I used to work in the geospatial space and around 10 years ago we build a spatial indexing system using z-order curves a.k.a. Morton Curves (https://en.wikipedia.org/wiki/Z-order_curve) on top of HBase. We took advantage of the sorted nature of HBase and the way one can do scans through the data. The keys were using base-4 encoding, which allowed to “zoom-in” and “zoom-out” by simply changing the key prefix lenght of the scan we were doing.
Oh I can totally see how that would work too. Its easy to see the benefit of the Morton Curve in terms of how the algorithm to generate the keys and query ranges is so simple by comparison.
It has the same problem that the Hilbert Curve does where there are some areas that are close in terms of [x,y] but far away in terms of how far along the curve they are.

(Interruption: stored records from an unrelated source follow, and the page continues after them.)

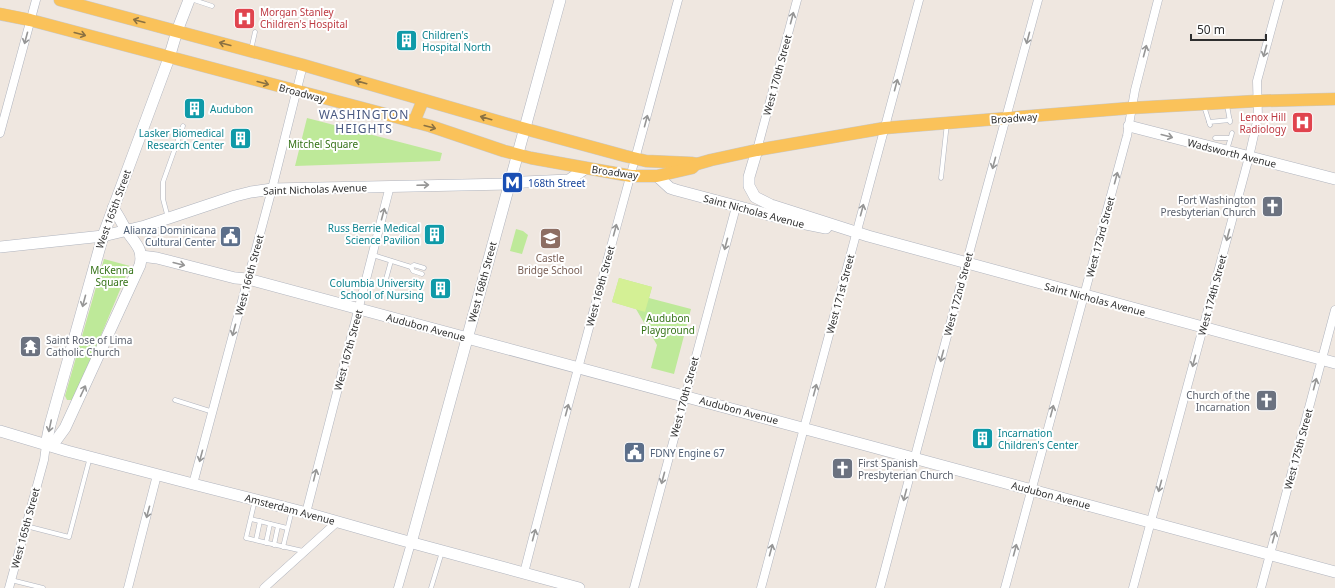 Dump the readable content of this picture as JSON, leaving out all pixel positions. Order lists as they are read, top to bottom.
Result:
{
  "streets": {
    "main road": ["Broadway"],
    "street": [
      "West 170th Street",
      "Wadsworth Avenue",
      "Saint Nicholas Avenue",
      "West 165th Street",
      "West 173rd Street",
      "West 166th Street",
      "West 168th Street",
      "West 169th Street",
      "West 171st Street",
      "West 172nd Street",
      "West 174th Street",
      "Audubon Avenue",
      "West 167th Street",
      "West 175th Street",
      "Amsterdam Avenue"
    ]
  },
  "crossings": [
    ["West 170th Street", "Broadway"],
    ["West 170th Street", "Saint Nicholas Avenue"],
    ["West 170th Street", "Audubon Avenue"],
    ["Broadway", "Saint Nicholas Avenue"],
    ["Broadway", "West 165th Street"],
    ["Broadway", "West 173rd Street"],
    ["Broadway", "West 166th Street"],
    ["Broadway", "West 168th Street"],
    ["Broadway", "West 169th Street"],
    ["Broadway", "West 171st Street"],
    ["Broadway", "West 172nd Street"],
    ["Broadway", "West 174th Street"],
    ["Wadsworth Avenue", "West 173rd Street"],
    ["Wadsworth Avenue", "West 174th Street"],
    ["Saint Nicholas Avenue", "West 165th Street"],
    ["Saint Nicholas Avenue", "West 173rd Street"],
    ["Saint Nicholas Avenue", "West 166th Street"],
    ["Saint Nicholas Avenue", "West 168th Street"],
    ["Saint Nicholas Avenue", "West 171st Street"],
    ["Saint Nicholas Avenue", "West 172nd Street"],
    ["Saint Nicholas Avenue", "West 174th Street"],
    ["Saint Nicholas Avenue", "West 167th Street"],
    ["Saint Nicholas Avenue", "West 175th Street"],
    ["West 165th Street", "Amsterdam Avenue"],
    ["West 173rd Street", "Audubon Avenue"],
    ["West 166th Street", "Audubon Avenue"],
    ["West 166th Street", "Amsterdam Avenue"],
    ["West 168th Street", "Audubon Avenue"],
    ["West 168th Street", "Amsterdam Avenue"],
    ["West 169th Street", "Audubon Avenue"],
    ["West 169th Street", "Amsterdam Avenue"],
    ["West 171st Street", "Audubon Avenue"],
    ["West 172nd Street", "Audubon Avenue"],
    ["West 174th Street", "Audubon Avenue"],
    ["Audubon Avenue", "West 167th Street"],
    ["Audubon Avenue", "West 175th Street"],
    ["West 167th Street", "Amsterdam Avenue"]
  ],
  "one_way": [
    "Wadsworth Avenue",
    "West 173rd Street",
    "West 166th Street",
    "West 169th Street",
    "West 171st Street",
    "West 172nd Street",
    "West 174th Street",
    "West 167th Street",
    "West 175th Street"
  ],
  "districts": ["WASHINGTON HEIGHTS"],
  "parks": ["Mitchel Square", "McKenna Square", "Audubon Playground"],
  "places": {
    "hospital": ["Morgan Stanley Children's Hospital", "Lenox Hill Radiology"],
    "building": [
      "Children's Hospital North",
      "Audubon",
      "Lasker Biomedical Research Center",
      "Russ Berrie Medical Science Pavilion",
      "Columbia University School of Nursing",
      "Incarnation Children's Center"
    ],
    "metro station": ["168th Street"],
    "church": ["Fort Washington Presbyterian Church", "Church of the Incarnation", "First Spanish Presbyterian Church"],
    "public building": ["Alianza Dominicana Cultural Center", "FDNY Engine 67"],
    "school or university": ["Castle Bridge School"],
    "temple": ["Saint Rose of Lima Catholic Church"]
  },
  "scale_bar": "50 m"
} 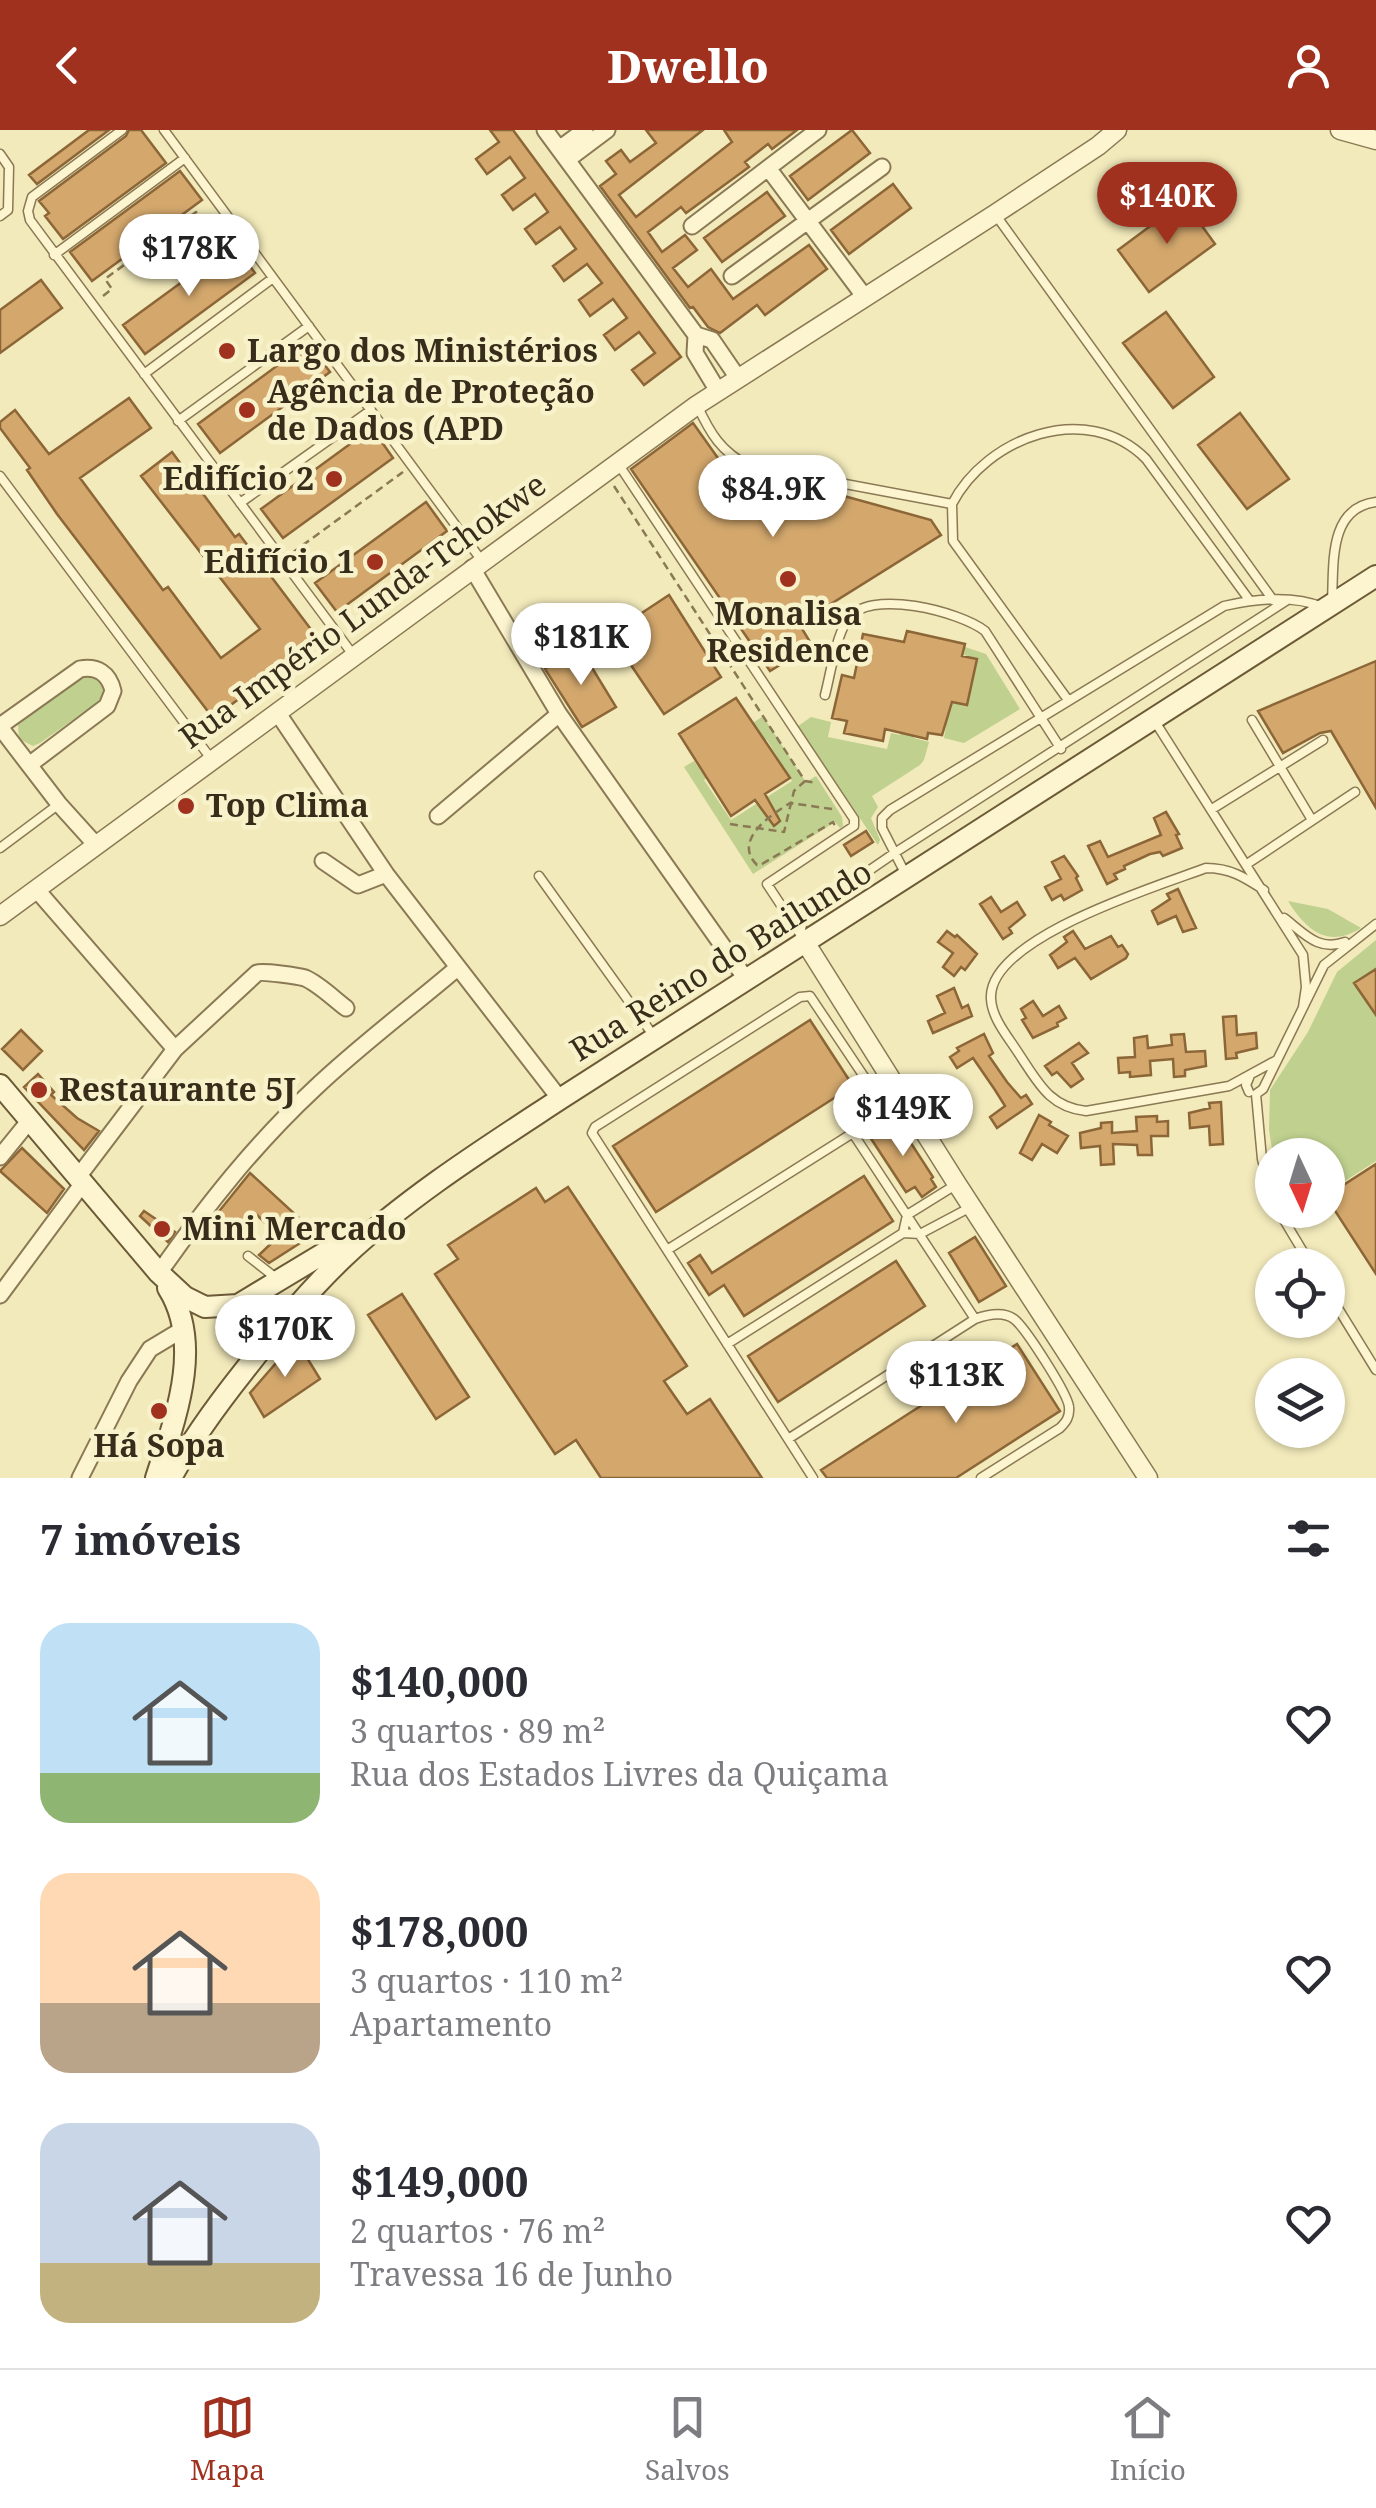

So if you have a query rectangle which spans those areas, its possible it would be better to split it up into two or three rectangles.
For the visually inclined here’s a picture showing how the base-4-numbered morton curve quadrants would be laid out:
And just for comparison here is the same, but with the hilbert curve and base-10 numbers:
Can you develop the idea of base-4 encoding and zooming?
The z-order curve is really expressing a grid system using squares. Squares are further subdivided into squares etc. etc. You can take that as fine as you want, but typical is 7 or 8 digits (at least when we did it). The curve is calculated by interleaving the digitis (as integers) of coordinates. See Wikipedia for pictures.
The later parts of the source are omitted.